Diabetes occurs when your body does not properly process food as energy. When you have diabetes, your body either does not respond to or does not produce insulin, which is a hormone that delivers glucose (blood sugar) to the cells in your body. Having too much glucose in the bloodstream, outside the cells where it belongs, can damage the blood vessels and nerves that run throughout your body, including the eyes.
How does it affects your eyes:
Diabetic eye disease is the group of eye conditions resulting from diabetes. These include:
Diabetic retinopathy is a condition that affects your vision. It's caused by damage to the blood vessels of the light-sensitive tissue at the back of your eye (retina). At first, diabetic retinopathy might cause no symptoms or only mild vision problems. But it can lead to blindness.The condition can develop in anyone who has type 1 or type 2 diabetes. The longer you have diabetes, and the less controlled your blood sugar is, the more likely you will develop this eye complication.
2. Macular edema
The macula — the retina's center that provides sharp, straight vision — can swell due to leaky blood vessels caused by diabetes. This can result in blurred or distorted vision.
High sugar levels can damage the retina’s blood vessels and create abnormal new ones. When new blood vessels grow on the eye’s iris (the coloured part of the eye), it can cause an increase in eye pressure and glaucoma. Glaucoma. One form of glaucoma, neovascular glaucoma, is caused by diabetes.
Cataracts can form earlier and progress faster in people with diabetes due to the blood sugar increase. This creates a cloudy buildup in the eye’s lens, resulting in a cataract.
Hyperglycemia occurs when glucose builds up in the blood when the body lacks enough insulin to process it. In addition to blurred vision, other symptoms of hyperglycemia include headache, fatigue, increased thirst and urination.
Managing your glucose levels to avoid hyperglycemia is important because, over time, poor blood sugar control can lead to more problems with sight and potentially increase the risk of irreversible blindness.
How can you protect yourself from diabetic eye problems?
The best way to prevent diabetes-related eye problems is to manage your blood sugar, blood pressure and cholesterol levels.
Here are some ways you can help prevent eye problems caused by diabetes:
1. Control your blood sugar
Your doctor can provide direction on keeping your blood sugar normal and avoiding fluctuations that can lead to diabetic eye diseases. “In addition to getting your eyes checked, it’s also very important to keep the blood sugars under control,” says Cai. “This is not only good for you overall but also good for your eyes.”

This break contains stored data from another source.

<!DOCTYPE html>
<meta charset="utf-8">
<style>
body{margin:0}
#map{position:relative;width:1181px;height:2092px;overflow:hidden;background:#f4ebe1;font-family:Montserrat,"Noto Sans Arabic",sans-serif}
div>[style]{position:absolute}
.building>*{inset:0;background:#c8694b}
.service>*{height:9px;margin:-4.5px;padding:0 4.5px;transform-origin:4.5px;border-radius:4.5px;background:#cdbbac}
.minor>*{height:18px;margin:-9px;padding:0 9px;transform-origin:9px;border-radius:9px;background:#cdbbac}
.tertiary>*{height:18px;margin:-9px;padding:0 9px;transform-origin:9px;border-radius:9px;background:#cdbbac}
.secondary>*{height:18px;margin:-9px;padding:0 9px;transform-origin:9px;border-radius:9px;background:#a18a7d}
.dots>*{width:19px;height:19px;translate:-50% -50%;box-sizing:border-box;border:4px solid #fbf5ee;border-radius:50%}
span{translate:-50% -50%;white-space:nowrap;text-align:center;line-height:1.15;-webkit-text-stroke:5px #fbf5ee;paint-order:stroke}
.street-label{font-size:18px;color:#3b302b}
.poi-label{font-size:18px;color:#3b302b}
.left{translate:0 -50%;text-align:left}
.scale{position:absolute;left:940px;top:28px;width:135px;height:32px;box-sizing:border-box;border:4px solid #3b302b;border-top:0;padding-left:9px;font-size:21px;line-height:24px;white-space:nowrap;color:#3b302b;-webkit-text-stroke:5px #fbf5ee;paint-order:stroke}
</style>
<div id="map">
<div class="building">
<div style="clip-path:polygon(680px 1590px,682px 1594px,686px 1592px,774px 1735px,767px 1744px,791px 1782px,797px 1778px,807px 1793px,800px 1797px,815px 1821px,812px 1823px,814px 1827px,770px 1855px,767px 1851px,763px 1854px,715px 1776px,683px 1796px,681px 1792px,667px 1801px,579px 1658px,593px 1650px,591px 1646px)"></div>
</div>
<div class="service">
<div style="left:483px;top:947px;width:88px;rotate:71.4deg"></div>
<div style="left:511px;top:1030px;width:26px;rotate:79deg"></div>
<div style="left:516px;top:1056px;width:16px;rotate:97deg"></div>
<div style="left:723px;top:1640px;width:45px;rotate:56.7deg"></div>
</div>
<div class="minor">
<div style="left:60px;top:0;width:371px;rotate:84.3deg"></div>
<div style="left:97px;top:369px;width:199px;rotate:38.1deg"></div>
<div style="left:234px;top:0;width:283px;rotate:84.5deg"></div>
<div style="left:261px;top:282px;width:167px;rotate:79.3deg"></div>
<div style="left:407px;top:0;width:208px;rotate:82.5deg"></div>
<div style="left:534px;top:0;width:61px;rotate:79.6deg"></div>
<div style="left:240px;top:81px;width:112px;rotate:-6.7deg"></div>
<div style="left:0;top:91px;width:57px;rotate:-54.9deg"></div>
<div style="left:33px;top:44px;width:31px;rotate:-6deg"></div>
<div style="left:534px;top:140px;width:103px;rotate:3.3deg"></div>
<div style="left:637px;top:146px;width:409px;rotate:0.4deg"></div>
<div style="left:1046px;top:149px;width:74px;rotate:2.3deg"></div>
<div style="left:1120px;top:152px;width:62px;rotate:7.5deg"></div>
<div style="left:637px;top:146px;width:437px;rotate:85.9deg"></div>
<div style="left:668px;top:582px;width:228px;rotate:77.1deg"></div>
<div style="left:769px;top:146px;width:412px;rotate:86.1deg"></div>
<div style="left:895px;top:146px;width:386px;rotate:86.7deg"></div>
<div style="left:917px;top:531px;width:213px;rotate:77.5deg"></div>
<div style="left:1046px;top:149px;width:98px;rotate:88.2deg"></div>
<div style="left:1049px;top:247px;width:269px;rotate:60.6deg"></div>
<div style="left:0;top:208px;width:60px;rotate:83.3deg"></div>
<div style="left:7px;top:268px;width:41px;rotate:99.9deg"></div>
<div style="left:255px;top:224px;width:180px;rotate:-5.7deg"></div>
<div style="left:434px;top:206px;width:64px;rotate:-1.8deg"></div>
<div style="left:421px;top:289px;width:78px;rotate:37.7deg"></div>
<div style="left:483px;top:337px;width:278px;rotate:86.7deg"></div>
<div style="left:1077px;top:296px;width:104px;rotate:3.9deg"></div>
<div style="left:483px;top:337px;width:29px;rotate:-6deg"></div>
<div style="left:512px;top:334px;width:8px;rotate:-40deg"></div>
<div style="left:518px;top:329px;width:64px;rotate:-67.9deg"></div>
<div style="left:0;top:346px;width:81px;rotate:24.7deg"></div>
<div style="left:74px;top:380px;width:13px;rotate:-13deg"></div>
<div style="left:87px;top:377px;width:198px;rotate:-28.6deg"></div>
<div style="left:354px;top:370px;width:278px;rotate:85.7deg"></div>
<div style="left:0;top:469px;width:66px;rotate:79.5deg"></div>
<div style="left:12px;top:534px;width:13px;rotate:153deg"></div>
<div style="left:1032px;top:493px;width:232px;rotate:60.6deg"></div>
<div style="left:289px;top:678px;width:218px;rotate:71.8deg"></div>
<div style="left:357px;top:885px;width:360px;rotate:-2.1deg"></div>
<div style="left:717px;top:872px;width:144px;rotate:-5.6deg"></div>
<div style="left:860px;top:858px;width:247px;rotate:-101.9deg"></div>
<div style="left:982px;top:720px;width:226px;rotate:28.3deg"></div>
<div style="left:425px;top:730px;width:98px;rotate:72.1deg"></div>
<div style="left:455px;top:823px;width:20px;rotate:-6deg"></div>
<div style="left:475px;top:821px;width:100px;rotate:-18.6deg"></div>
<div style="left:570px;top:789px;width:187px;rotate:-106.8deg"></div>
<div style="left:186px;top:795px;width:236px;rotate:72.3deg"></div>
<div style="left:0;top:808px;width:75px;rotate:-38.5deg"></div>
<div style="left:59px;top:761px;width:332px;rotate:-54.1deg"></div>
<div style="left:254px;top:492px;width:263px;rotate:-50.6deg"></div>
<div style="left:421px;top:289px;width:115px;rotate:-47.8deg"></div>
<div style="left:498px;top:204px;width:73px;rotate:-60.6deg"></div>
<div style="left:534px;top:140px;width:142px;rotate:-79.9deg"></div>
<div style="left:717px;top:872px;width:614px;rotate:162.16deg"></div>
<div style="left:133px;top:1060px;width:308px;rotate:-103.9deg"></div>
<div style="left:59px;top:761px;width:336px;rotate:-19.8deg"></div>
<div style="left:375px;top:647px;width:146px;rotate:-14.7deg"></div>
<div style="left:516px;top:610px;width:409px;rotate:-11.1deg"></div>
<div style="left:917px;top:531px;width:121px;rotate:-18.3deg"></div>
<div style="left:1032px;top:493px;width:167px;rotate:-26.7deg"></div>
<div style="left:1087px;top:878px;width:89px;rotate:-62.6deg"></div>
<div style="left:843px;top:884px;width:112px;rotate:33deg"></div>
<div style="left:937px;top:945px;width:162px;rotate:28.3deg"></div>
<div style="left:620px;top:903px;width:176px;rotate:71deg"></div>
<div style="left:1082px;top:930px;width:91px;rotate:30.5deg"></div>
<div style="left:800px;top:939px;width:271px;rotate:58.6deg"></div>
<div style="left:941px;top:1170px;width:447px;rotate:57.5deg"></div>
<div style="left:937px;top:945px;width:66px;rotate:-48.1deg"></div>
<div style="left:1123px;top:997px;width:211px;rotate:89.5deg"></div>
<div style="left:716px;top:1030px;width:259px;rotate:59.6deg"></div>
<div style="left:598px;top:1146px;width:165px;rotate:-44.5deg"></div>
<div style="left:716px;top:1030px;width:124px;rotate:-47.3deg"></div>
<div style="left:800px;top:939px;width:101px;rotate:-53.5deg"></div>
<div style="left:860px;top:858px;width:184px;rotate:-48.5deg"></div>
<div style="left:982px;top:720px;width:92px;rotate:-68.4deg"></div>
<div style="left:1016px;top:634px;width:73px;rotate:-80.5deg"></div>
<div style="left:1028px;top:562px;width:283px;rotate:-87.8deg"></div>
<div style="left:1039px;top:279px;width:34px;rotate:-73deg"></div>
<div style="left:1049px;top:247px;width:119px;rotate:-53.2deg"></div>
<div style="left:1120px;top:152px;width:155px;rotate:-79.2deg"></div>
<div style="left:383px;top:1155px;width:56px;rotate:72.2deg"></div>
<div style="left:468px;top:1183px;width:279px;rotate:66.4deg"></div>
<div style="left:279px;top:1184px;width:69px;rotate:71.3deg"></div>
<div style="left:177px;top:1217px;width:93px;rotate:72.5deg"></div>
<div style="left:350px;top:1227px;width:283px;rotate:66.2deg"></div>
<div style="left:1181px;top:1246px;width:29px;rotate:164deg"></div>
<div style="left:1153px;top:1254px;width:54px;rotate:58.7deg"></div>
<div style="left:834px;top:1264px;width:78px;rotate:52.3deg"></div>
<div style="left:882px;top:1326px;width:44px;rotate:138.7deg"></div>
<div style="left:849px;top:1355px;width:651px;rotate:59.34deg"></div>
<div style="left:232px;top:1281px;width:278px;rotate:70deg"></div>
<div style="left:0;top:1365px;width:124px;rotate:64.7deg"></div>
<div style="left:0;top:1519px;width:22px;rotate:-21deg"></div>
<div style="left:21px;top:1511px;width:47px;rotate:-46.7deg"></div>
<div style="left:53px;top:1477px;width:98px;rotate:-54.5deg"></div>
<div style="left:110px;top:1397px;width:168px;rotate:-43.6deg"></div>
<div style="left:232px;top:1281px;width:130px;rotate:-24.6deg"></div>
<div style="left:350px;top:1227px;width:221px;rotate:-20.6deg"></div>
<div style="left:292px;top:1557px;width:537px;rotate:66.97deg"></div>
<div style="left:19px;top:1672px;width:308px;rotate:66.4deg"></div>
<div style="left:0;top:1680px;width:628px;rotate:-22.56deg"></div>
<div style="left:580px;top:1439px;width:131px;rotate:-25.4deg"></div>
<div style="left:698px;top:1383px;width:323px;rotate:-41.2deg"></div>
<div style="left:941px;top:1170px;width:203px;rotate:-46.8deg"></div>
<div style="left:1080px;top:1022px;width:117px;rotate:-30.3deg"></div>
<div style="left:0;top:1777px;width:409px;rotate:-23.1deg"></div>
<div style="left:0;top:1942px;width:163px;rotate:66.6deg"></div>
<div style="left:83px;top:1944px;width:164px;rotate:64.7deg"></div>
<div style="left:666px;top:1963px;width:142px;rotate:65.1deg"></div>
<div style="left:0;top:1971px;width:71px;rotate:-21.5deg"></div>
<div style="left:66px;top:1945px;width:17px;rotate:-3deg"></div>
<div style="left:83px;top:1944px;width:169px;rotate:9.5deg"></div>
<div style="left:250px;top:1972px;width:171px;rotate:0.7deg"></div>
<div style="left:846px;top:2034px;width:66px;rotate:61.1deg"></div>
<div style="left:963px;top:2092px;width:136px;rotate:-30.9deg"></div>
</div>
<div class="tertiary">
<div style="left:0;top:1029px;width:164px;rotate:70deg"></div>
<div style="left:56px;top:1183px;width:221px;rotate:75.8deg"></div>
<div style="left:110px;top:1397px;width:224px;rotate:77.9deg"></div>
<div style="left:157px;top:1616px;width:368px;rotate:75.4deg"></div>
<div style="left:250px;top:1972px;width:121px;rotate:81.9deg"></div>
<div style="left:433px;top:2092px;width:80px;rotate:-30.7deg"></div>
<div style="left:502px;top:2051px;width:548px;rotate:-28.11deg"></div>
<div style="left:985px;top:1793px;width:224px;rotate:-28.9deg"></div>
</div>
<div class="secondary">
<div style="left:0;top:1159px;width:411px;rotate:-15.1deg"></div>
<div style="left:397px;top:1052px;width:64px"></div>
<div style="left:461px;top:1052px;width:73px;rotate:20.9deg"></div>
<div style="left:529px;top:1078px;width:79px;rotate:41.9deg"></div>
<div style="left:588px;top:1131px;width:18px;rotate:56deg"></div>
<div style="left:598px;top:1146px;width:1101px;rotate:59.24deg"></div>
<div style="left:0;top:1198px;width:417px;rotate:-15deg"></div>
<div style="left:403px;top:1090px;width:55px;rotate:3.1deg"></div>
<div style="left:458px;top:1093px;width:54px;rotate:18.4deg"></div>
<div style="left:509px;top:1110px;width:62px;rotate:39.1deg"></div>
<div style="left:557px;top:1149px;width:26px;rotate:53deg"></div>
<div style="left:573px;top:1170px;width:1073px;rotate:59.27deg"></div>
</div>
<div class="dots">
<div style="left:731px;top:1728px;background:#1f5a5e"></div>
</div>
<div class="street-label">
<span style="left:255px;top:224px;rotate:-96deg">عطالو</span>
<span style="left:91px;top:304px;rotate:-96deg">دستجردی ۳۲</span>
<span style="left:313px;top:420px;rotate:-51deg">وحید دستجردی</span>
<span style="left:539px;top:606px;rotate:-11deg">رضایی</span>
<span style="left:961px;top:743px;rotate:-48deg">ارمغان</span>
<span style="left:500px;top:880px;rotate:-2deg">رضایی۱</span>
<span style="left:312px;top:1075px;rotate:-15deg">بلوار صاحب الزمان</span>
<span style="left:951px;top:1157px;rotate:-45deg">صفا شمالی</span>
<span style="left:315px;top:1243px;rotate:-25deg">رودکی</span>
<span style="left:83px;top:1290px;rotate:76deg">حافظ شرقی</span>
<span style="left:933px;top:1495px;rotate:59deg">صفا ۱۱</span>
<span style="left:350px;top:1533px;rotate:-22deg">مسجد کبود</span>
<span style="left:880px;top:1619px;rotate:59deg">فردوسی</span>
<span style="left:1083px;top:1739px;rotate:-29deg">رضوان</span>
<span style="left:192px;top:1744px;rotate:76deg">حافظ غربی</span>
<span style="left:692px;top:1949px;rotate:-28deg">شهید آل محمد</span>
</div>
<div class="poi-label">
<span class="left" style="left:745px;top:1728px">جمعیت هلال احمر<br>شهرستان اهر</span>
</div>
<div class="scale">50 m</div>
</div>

2. Lower your blood pressure and cholesterol
Get recommendations from your doctor on combatting high blood pressure and cholesterol because these can worsen diabetic eye disease.
3. Stop smoking
Smoking can cause further damage to your blood vessels, including the ones in your eyes, so it’s very important to stop smoking.
4. Avoid harmful rays
Protect yourself from the sun’s harmful ultraviolet rays by wearing sunglasses. Exposure to these rays can speed up the progression of cataracts.
Blurred vision is a common symptom of diabetes, but it can also be a sign of other health problems. That's why you should report blurry vision and other vision changes to your doctor.
In many cases, early treatment can correct the problem or prevent it from getting worse.